Alegoría de la prudencia, de Tiziano; Noah Kalina, montaje de autorretratos.

En relación con el efecto de alucinación que nos ofrece este «en tiempo real» de la tecnología digital conectada, sería necesario añadir que los timelines se sincronizan con la vida de las personas y las condicionan en un efecto bumerán en el que no sabemos dónde empiezan los gestos aprendidos (los hábitos, las costumbres, las palabras, la relación con el cuerpo, con la moda…) a través del tiempo cronoscópico y dónde empieza el gesto aprendido del tiempo biológico socializado. Es decir, las conductas y las ideas de la gente dependen tanto de las pantallas y las interfaces como de los intercambios y afectos que se producen en la familia, el trabajo o en el espacio público. Sin embargo, estos procesos no son irreversibles. Las pantallas están pobladas de comedias absurdas, películas de héroes con superpoderes, o de hombres y mujeres exuberantes que hacen de la obsesión cosmética y de los éxitos basados en la riqueza y el poder su razón de ser. Sus poderes son directamente proporcionales a nuestra impotencia. En paralelo, plataformas de vídeo online como YouTube acogen millones de vídeos tutoriales sobre cómo convertirse en otra persona gracias a los retoques cosméticos. Los gimnasios y los videojuegos en línea están superpoblados de irrealidades buscadas.9

Cuando la realidad se percibe desde el ámbito de la ficción, el individuo pasa de ser un ciudadano a ser un espectador, y en esta deriva su indefensión aumenta. De hecho, la industria del entretenimiento no ha hecho más que recortar esta distancia perceptiva y funcional del usuario respecto del producto cultural, que se da en el terreno de los videojuegos, de la realidad virtual y de la realidad aumentada. Esta situación ejemplifica nítidamente el efecto sustitutorio del tiempo cronoscópico: ya no es la indignación fruto de la experiencia colectiva lo que nos moviliza, sino una nueva aplicación online para móviles o un nuevo acontecimiento en la cadena del consumo de masas. Las comunidades generadas por el tiempo cronoscópico son transitorias y se hacen y deshacen en función del producto o del ídolo deseado. El mundo, entonces, en esta irrealidad tácitamente aceptada y llevada al nivel de la experiencia común, se convierte en una imagen evanescente, un lugar ocupado por fantasmas. Los fantasmas han sido siempre muy importantes para la comunidad, pero eran los de los ancestros que encarnaban la experiencia adquirida a través de la historia y de la transformación de las tradiciones. Los fantasmas nos alertaban sobre los errores y los aciertos del pasado, sobre la ejemplaridad de las desgracias y las conquistas. Los fantasmas actuales nos los proporcionan desde la industria del entretenimiento. No nos complementan: nos sustituyen. La fantasía colectiva está oxidando la capacidad colectiva de imaginar un mundo diferente.

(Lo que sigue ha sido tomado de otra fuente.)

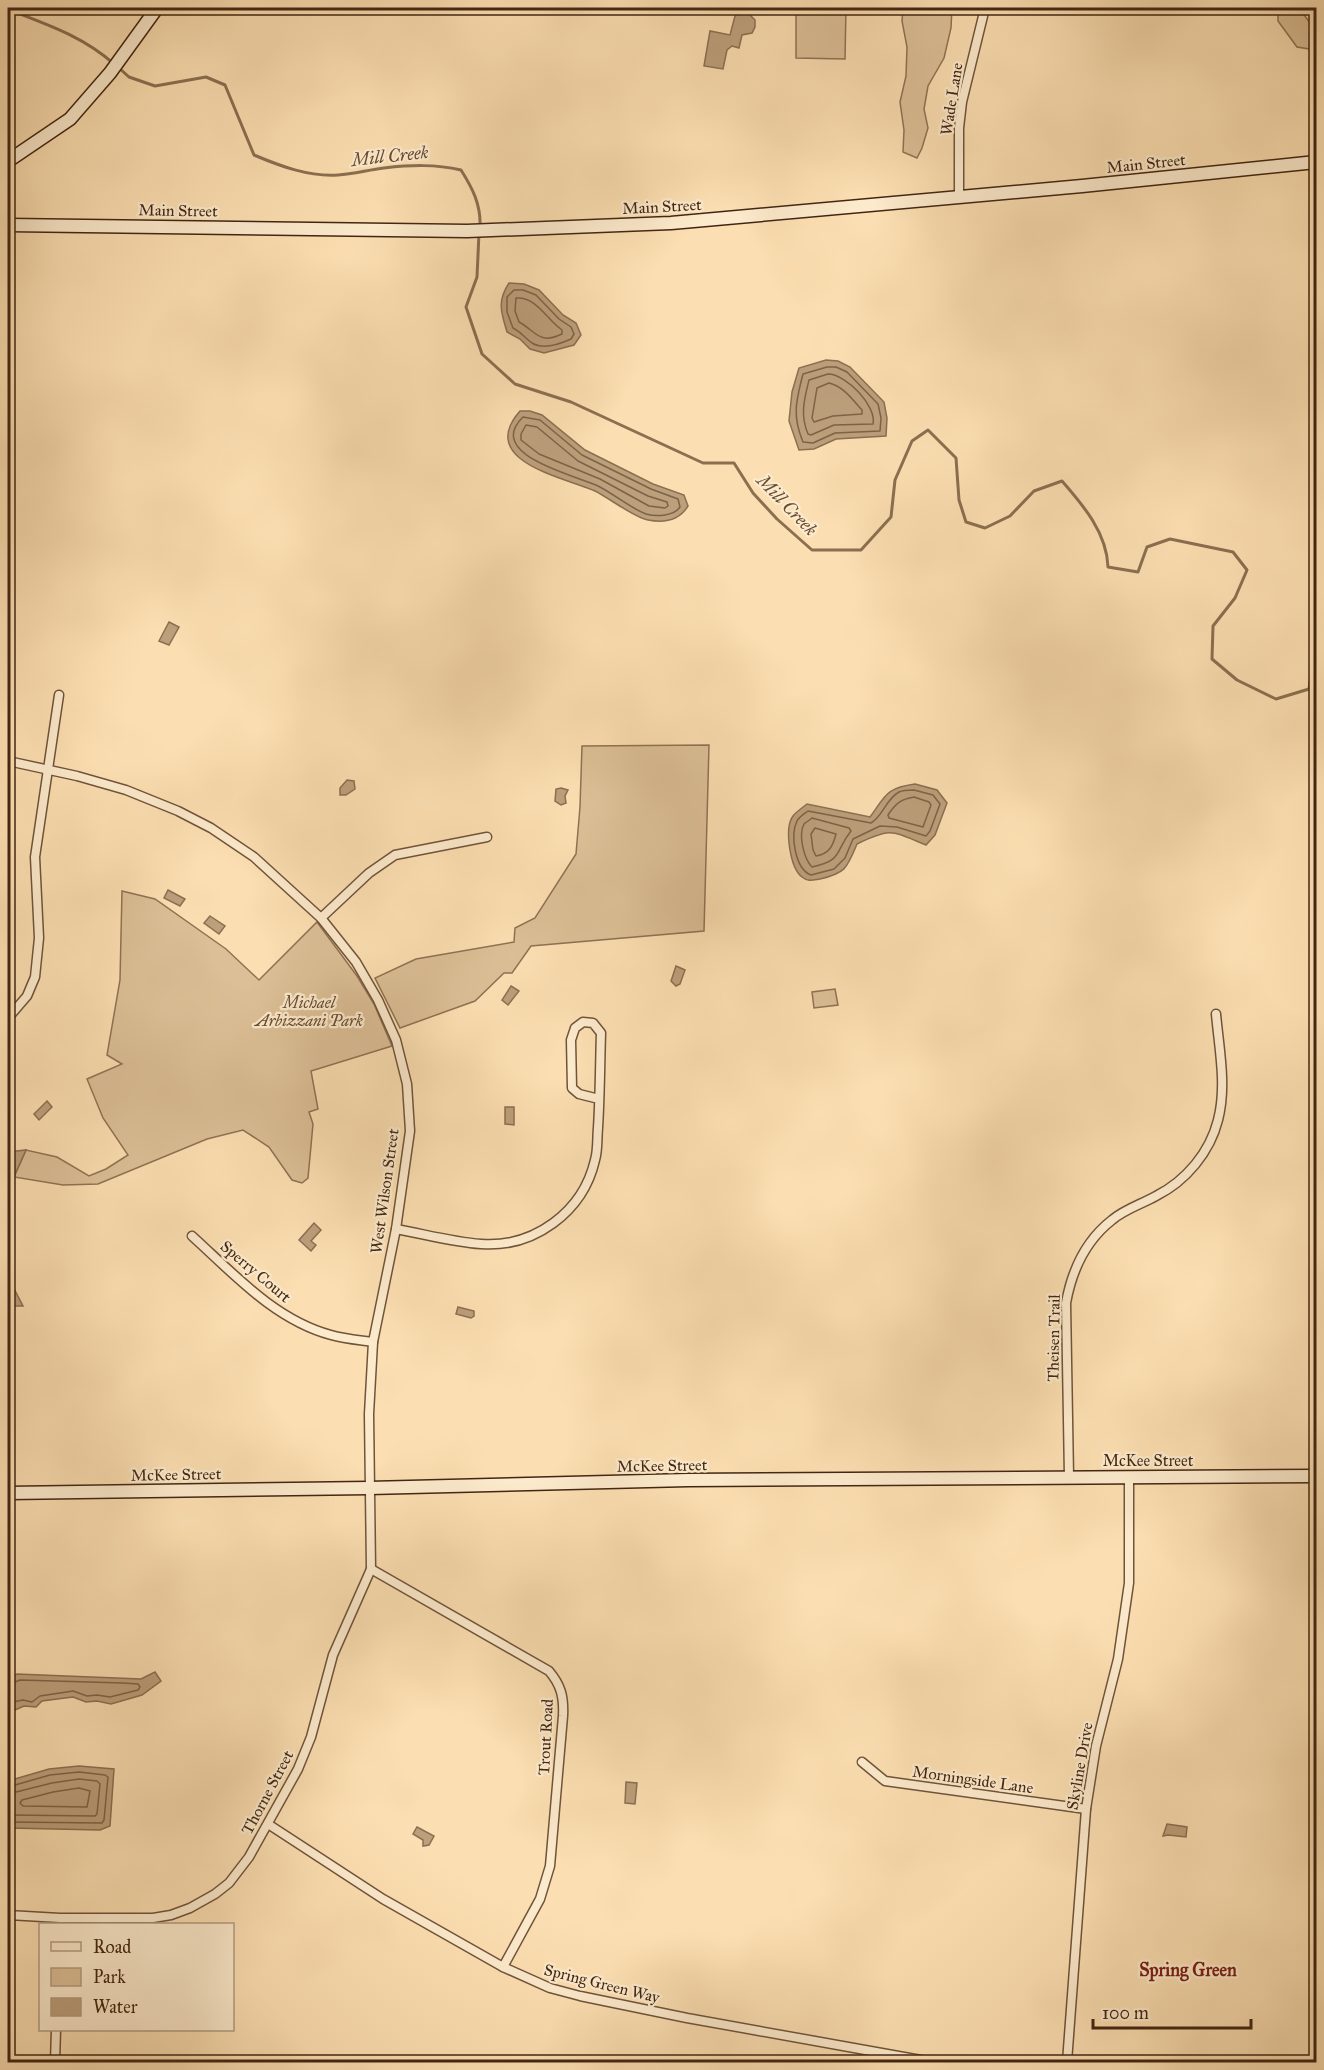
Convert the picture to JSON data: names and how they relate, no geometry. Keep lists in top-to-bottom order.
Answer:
{
  "streets": {
    "street": [
      "Wade Lane",
      "Main Street",
      "West Wilson Street",
      "Sperry Court",
      "Theisen Trail",
      "McKee Street",
      "Trout Road",
      "Skyline Drive",
      "Morningside Lane",
      "Thorne Street",
      "Spring Green Way"
    ]
  },
  "crossings": [
    ["Wade Lane", "Main Street"],
    ["West Wilson Street", "Sperry Court"],
    ["West Wilson Street", "McKee Street"],
    ["West Wilson Street", "Thorne Street"],
    ["Theisen Trail", "McKee Street"],
    ["McKee Street", "Skyline Drive"],
    ["McKee Street", "Thorne Street"],
    ["Trout Road", "Thorne Street"],
    ["Trout Road", "Spring Green Way"],
    ["Skyline Drive", "Morningside Lane"],
    ["Thorne Street", "Spring Green Way"]
  ],
  "districts": ["Spring Green"],
  "water": ["Mill Creek"],
  "parks": ["Michael Arbizzani Park"],
  "legend": ["Road", "Park", "Water"],
  "scale_bar": "100 m"
}
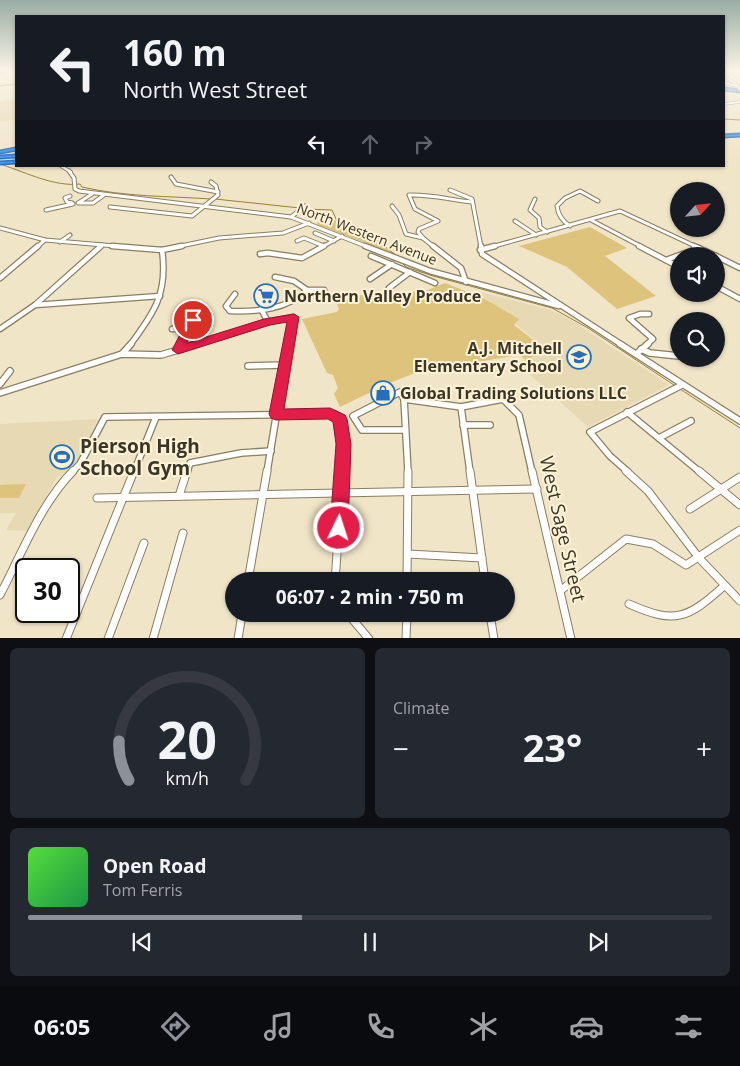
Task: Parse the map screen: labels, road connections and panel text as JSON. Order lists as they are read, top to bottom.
{
  "streets": {
    "street": ["North Western Avenue", "West Sage Street"]
  },
  "places": {
    "supermarket": ["Northern Valley Produce"],
    "school or university": ["A.J. Mitchell Elementary School"],
    "shop": ["Global Trading Solutions LLC"],
    "sports": ["Pierson High School Gym"]
  },
  "north": "top right",
  "page": {
    "turn": ["160 m", "North West Street"],
    "limit": "30",
    "trip": "06:07 · 2 min · 750 m",
    "tile": "Climate",
    "heat": ["−", "23°", "+"],
    "song": ["Open Road", "Tom Ferris"],
    "tabs": "06:05",
    "gauge": ["20", "km/h"]
  }
}
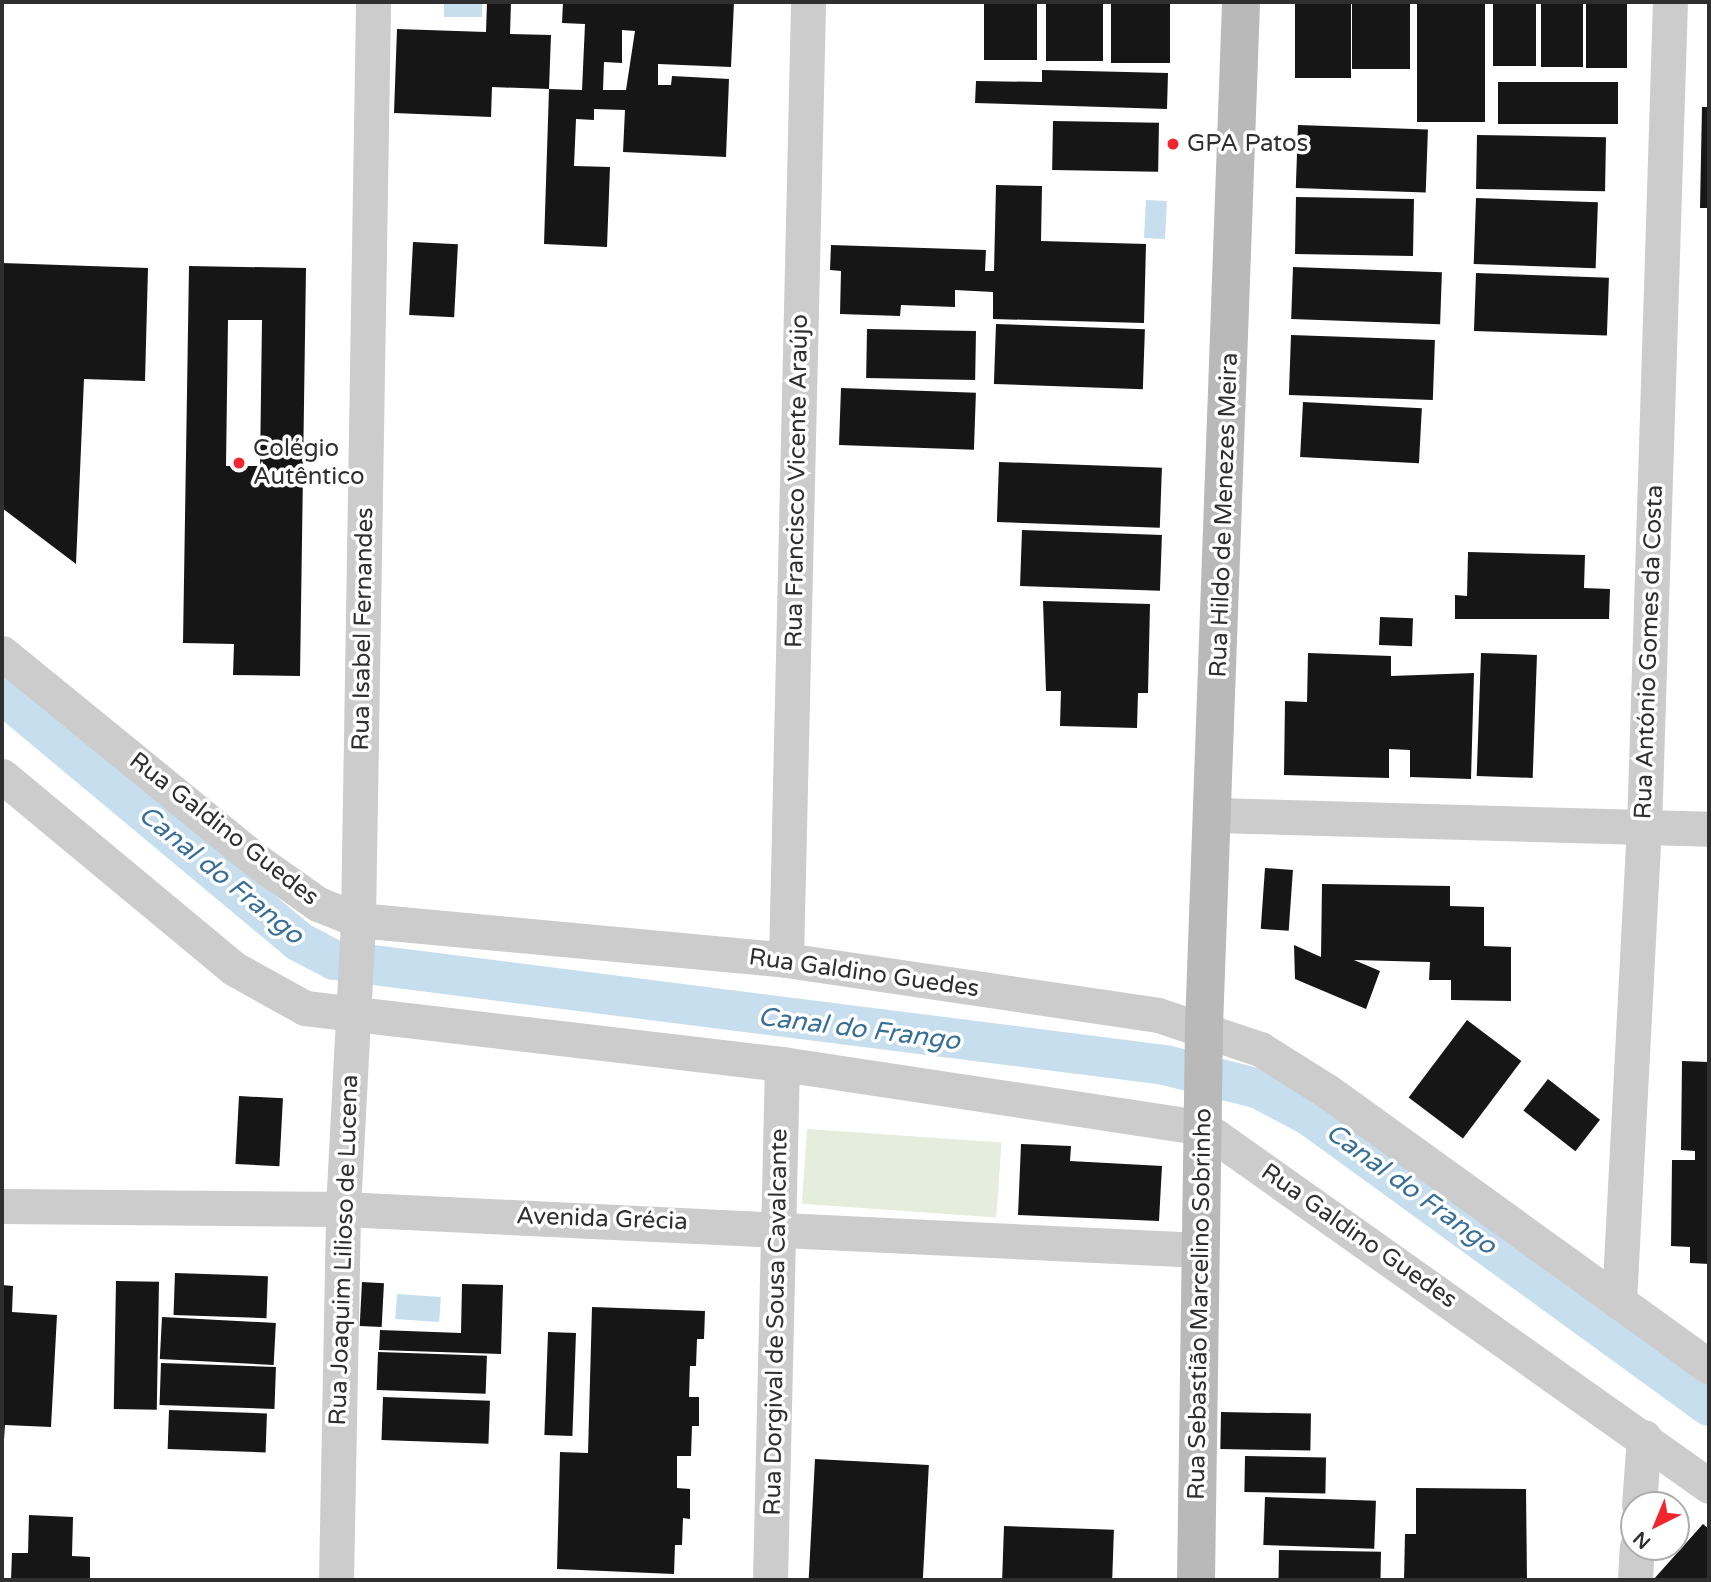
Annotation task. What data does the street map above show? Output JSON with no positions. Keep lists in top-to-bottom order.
{
  "streets": {
    "street": [
      "Rua Francisco Vicente Araújo",
      "Rua Hildo de Menezes Meira",
      "Rua Isabel Fernandes",
      "Rua António Gomes da Costa",
      "Rua Galdino Guedes",
      "Avenida Grécia",
      "Rua Joaquim Lilioso de Lucena",
      "Rua Sebastião Marcelino Sobrinho",
      "Rua Dorgival de Sousa Cavalcante"
    ]
  },
  "crossings": [
    ["Rua Francisco Vicente Araújo", "Rua Galdino Guedes"],
    ["Rua Hildo de Menezes Meira", "Rua Galdino Guedes"],
    ["Rua Hildo de Menezes Meira", "Rua Sebastião Marcelino Sobrinho"],
    ["Rua Isabel Fernandes", "Rua Galdino Guedes"],
    ["Rua Isabel Fernandes", "Rua Joaquim Lilioso de Lucena"],
    ["Rua António Gomes da Costa", "Rua Galdino Guedes"],
    ["Rua Galdino Guedes", "Rua Joaquim Lilioso de Lucena"],
    ["Rua Galdino Guedes", "Rua Sebastião Marcelino Sobrinho"],
    ["Rua Galdino Guedes", "Rua Dorgival de Sousa Cavalcante"],
    ["Avenida Grécia", "Rua Joaquim Lilioso de Lucena"],
    ["Avenida Grécia", "Rua Sebastião Marcelino Sobrinho"],
    ["Avenida Grécia", "Rua Dorgival de Sousa Cavalcante"]
  ],
  "water": ["Canal do Frango"],
  "places": ["GPA Patos", "Colégio Autêntico"],
  "north": "bottom left"
}
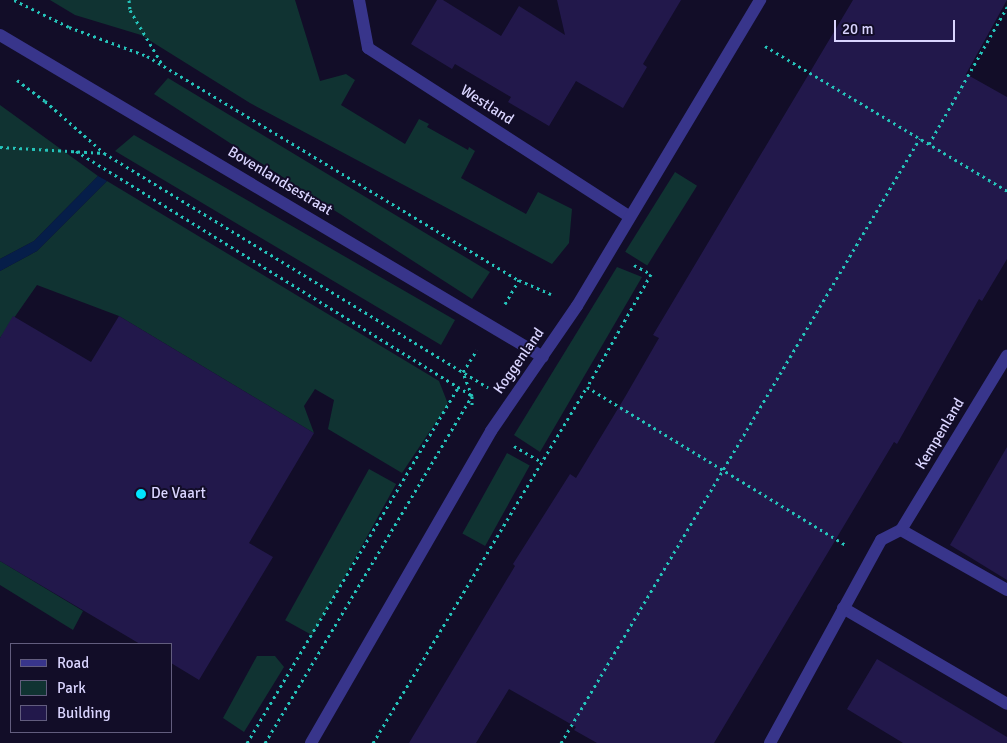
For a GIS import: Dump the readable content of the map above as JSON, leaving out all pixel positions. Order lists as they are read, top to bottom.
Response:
{
  "streets": {
    "street": [
      "Westland",
      "Bovenlandsestraat",
      "Koggenland",
      "Kempenland"
    ]
  },
  "crossings": [
    ["Westland", "Koggenland"],
    ["Bovenlandsestraat", "Koggenland"]
  ],
  "places": ["De Vaart"],
  "legend": ["Road", "Park", "Building"],
  "scale_bar": "20 m"
}
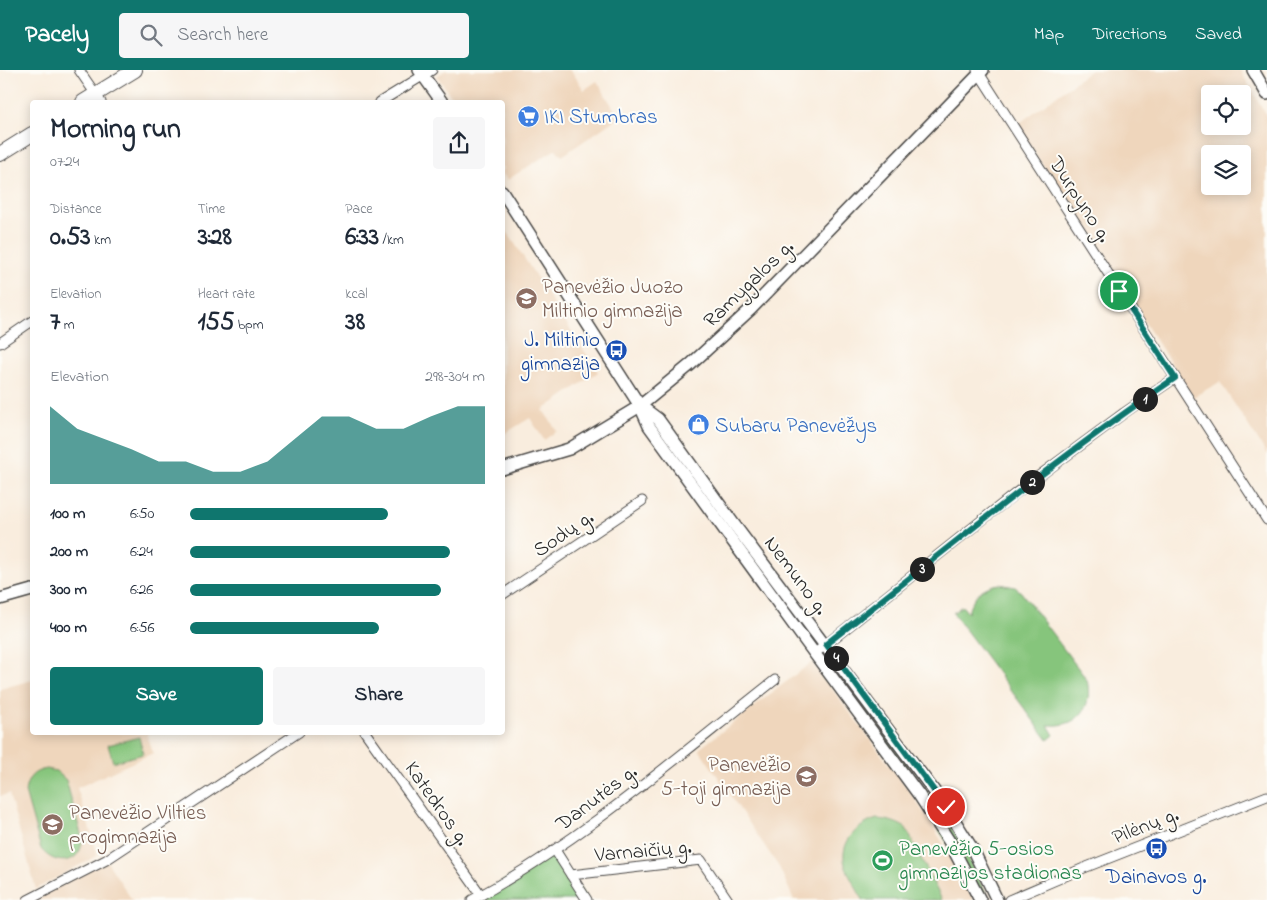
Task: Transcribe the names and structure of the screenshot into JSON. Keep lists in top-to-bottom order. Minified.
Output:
{"streets":{"main road":["Ramygalos g.","Nemuno g."],"street":["Durpyno g.","Sodų g.","Danutės g.","Katedros g.","Pilėnų g.","Varnaičių g."]},"crossings":[["Durpyno g.","Ramygalos g."],["Ramygalos g.","Nemuno g."],["Danutės g.","Katedros g."]],"places":{"supermarket":["IKI Stumbras"],"school or university":["Panevėžio Juozo Miltinio gimnazija","Panevėžio 5-toji gimnazija","Panevėžio Vilties progimnazija"],"bus stop":["J. Miltinio gimnazija","Dainavos g."],"shop":["Subaru Panevėžys"],"sports":["Panevėžio 5-osios gimnazijos stadionas"]},"page":{"header":"Pacely","search":"Search here","nav":["Map","Directions","Saved"],"heading":["Morning run","07:24"],"stats":[["Distance","0.53 km"],["Time","3:28"],["Pace","6:33 /km"],["Elevation","7 m"],["Heart rate","155 bpm"],["kcal","38"]],"chart":["Elevation","298–304 m"],"pins":["1","2","3","4"],"list":[{"name":"100 m","note":"6:50"},{"name":"200 m","note":"6:24"},{"name":"300 m","note":"6:26"},{"name":"400 m","note":"6:56"}],"buttons":["Save","Share"]}}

Una aplicación como Facebook vive del tiempo cronoscópico y por ello crea toda una serie de funciones que nos hacen permanecer atrapados en su red. Por ejemplo, cuando ponemos un enlace hacia otra plataforma (como YouTube), el algoritmo que utiliza hace que nuestros seguidores no siempre lo reciban, porque Facebook hace todo lo posible para que no abandonen su página. La misma aplicación penaliza que dejemos de utilizarla.

Otro ejemplo lo encontraríamos en los vídeos resumen que esta red social construye con las imágenes más emblemáticas de todo un año de vida del usuario. Antes era solo una batería de imágenes, pero ahora se le ha añadido una narrativa, un storytelling. Al final de dicho vídeo resumen podemos leer: «Porque un año está hecho de algo más que de tiempo, está hecho de todas las personas con las que has pasado el tiempo». Ante la amenaza de que la gente pueda darse cuenta del tiempo que pierde en ella, la propia red tiene que encargarse de recordar continuamente que es un espacio de socialización, que la recompensa son las relaciones humanas, aunque la mayoría de las veces sea un espacio que funciona gracias a las denuncias, las polémicas o el voyerismo cotidiano.